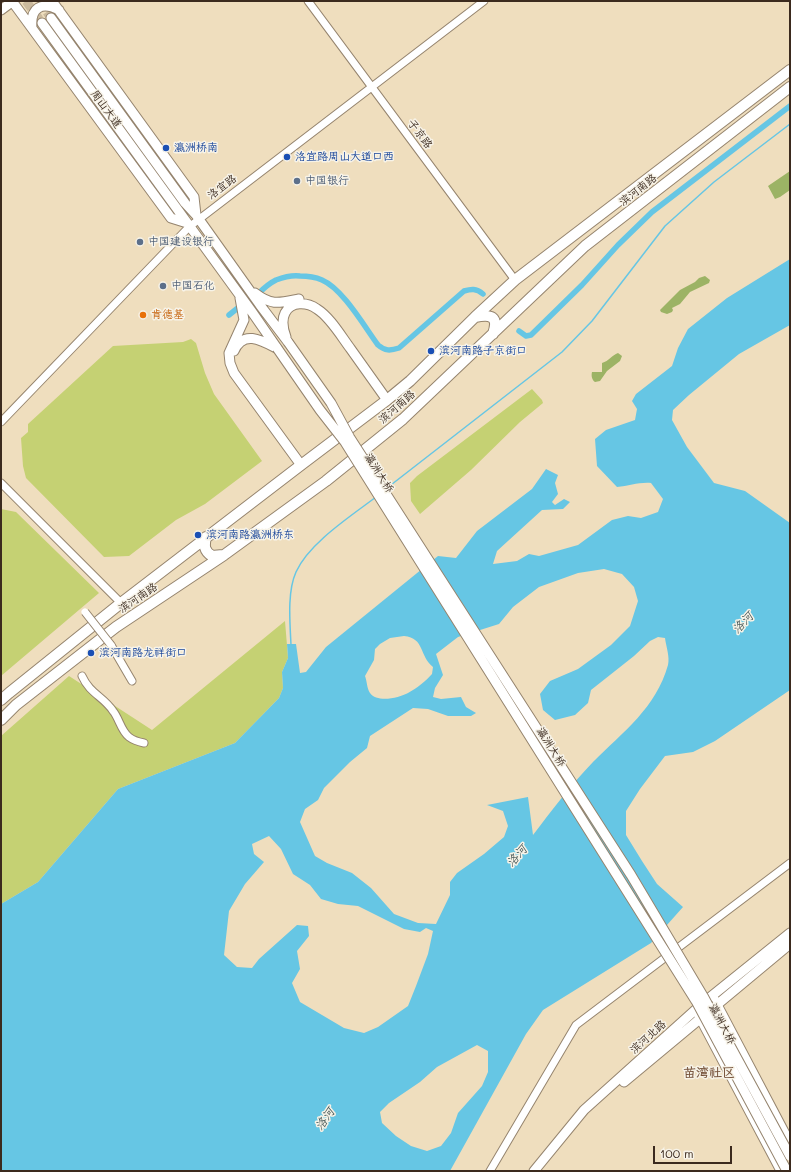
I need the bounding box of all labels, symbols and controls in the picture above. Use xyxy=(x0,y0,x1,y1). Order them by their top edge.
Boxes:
street label: 周山大道 xyxy=(88,87,124,131)
street label: 子京路 xyxy=(405,117,435,151)
place label: 瀛洲桥南 xyxy=(174,141,218,155)
marker: 瀛洲桥南 xyxy=(161,143,171,153)
place label: 洛宜路周山大道口西 xyxy=(295,150,394,164)
marker: 洛宜路周山大道口西 xyxy=(282,152,292,162)
street label: 滨河南路 xyxy=(617,171,659,209)
street label: 洛宜路 xyxy=(205,172,239,202)
place label: 中国银行 xyxy=(305,174,349,188)
marker: 中国银行 xyxy=(292,176,302,186)
place label: 中国建设银行 xyxy=(148,235,214,249)
marker: 中国建设银行 xyxy=(135,237,145,247)
place label: 中国石化 xyxy=(171,279,215,293)
marker: 中国石化 xyxy=(158,281,168,291)
place label: 肯德基 xyxy=(151,308,184,322)
marker: 肯德基 xyxy=(138,310,148,320)
place label: 滨河南路子京街口 xyxy=(439,344,527,358)
marker: 滨河南路子京街口 xyxy=(426,346,436,356)
street label: 滨河南路 xyxy=(376,388,418,426)
street label: 瀛洲大桥 xyxy=(362,451,396,495)
place label: 滨河南路瀛洲桥东 xyxy=(206,528,294,542)
marker: 滨河南路瀛洲桥东 xyxy=(193,530,203,540)
street label: 滨河南路 xyxy=(116,580,160,616)
water label: 洛河 xyxy=(729,609,757,637)
place label: 滨河南路龙祥街口 xyxy=(99,646,187,660)
marker: 滨河南路龙祥街口 xyxy=(86,648,96,658)
street label: 瀛洲大桥 xyxy=(534,725,568,769)
water label: 洛河 xyxy=(504,842,530,870)
street label: 瀛洲大桥 xyxy=(706,1001,738,1047)
street label: 滨河北路 xyxy=(627,1017,669,1057)
district label: 苗湾社区 xyxy=(683,1065,735,1081)
water label: 洛河 xyxy=(312,1105,338,1133)
scale bar xyxy=(655,1138,734,1164)
text: 100 m xyxy=(660,1145,694,1161)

* **Exercise**: For the entries above, return an exact copy that omits the images.

* **Response for this exercise**:
I need the bounding box of all labels, symbols and controls in the picture above. Use xyxy=(x0,y0,x1,y1). Order them by their top edge.
Boxes:
street label: 周山大道 xyxy=(88,87,124,131)
street label: 子京路 xyxy=(405,117,435,151)
place label: 瀛洲桥南 xyxy=(174,141,218,155)
marker: 瀛洲桥南 xyxy=(161,143,171,153)
place label: 洛宜路周山大道口西 xyxy=(295,150,394,164)
marker: 洛宜路周山大道口西 xyxy=(282,152,292,162)
street label: 滨河南路 xyxy=(617,171,659,209)
street label: 洛宜路 xyxy=(205,172,239,202)
place label: 中国银行 xyxy=(305,174,349,188)
marker: 中国银行 xyxy=(292,176,302,186)
place label: 中国建设银行 xyxy=(148,235,214,249)
marker: 中国建设银行 xyxy=(135,237,145,247)
place label: 中国石化 xyxy=(171,279,215,293)
marker: 中国石化 xyxy=(158,281,168,291)
place label: 肯德基 xyxy=(151,308,184,322)
marker: 肯德基 xyxy=(138,310,148,320)
place label: 滨河南路子京街口 xyxy=(439,344,527,358)
marker: 滨河南路子京街口 xyxy=(426,346,436,356)
street label: 滨河南路 xyxy=(376,388,418,426)
street label: 瀛洲大桥 xyxy=(362,451,396,495)
place label: 滨河南路瀛洲桥东 xyxy=(206,528,294,542)
marker: 滨河南路瀛洲桥东 xyxy=(193,530,203,540)
street label: 滨河南路 xyxy=(116,580,160,616)
water label: 洛河 xyxy=(729,609,757,637)
place label: 滨河南路龙祥街口 xyxy=(99,646,187,660)
marker: 滨河南路龙祥街口 xyxy=(86,648,96,658)
street label: 瀛洲大桥 xyxy=(534,725,568,769)
water label: 洛河 xyxy=(504,842,530,870)
street label: 瀛洲大桥 xyxy=(706,1001,738,1047)
street label: 滨河北路 xyxy=(627,1017,669,1057)
district label: 苗湾社区 xyxy=(683,1065,735,1081)
water label: 洛河 xyxy=(312,1105,338,1133)
scale bar xyxy=(655,1138,734,1164)
text: 100 m xyxy=(660,1145,694,1161)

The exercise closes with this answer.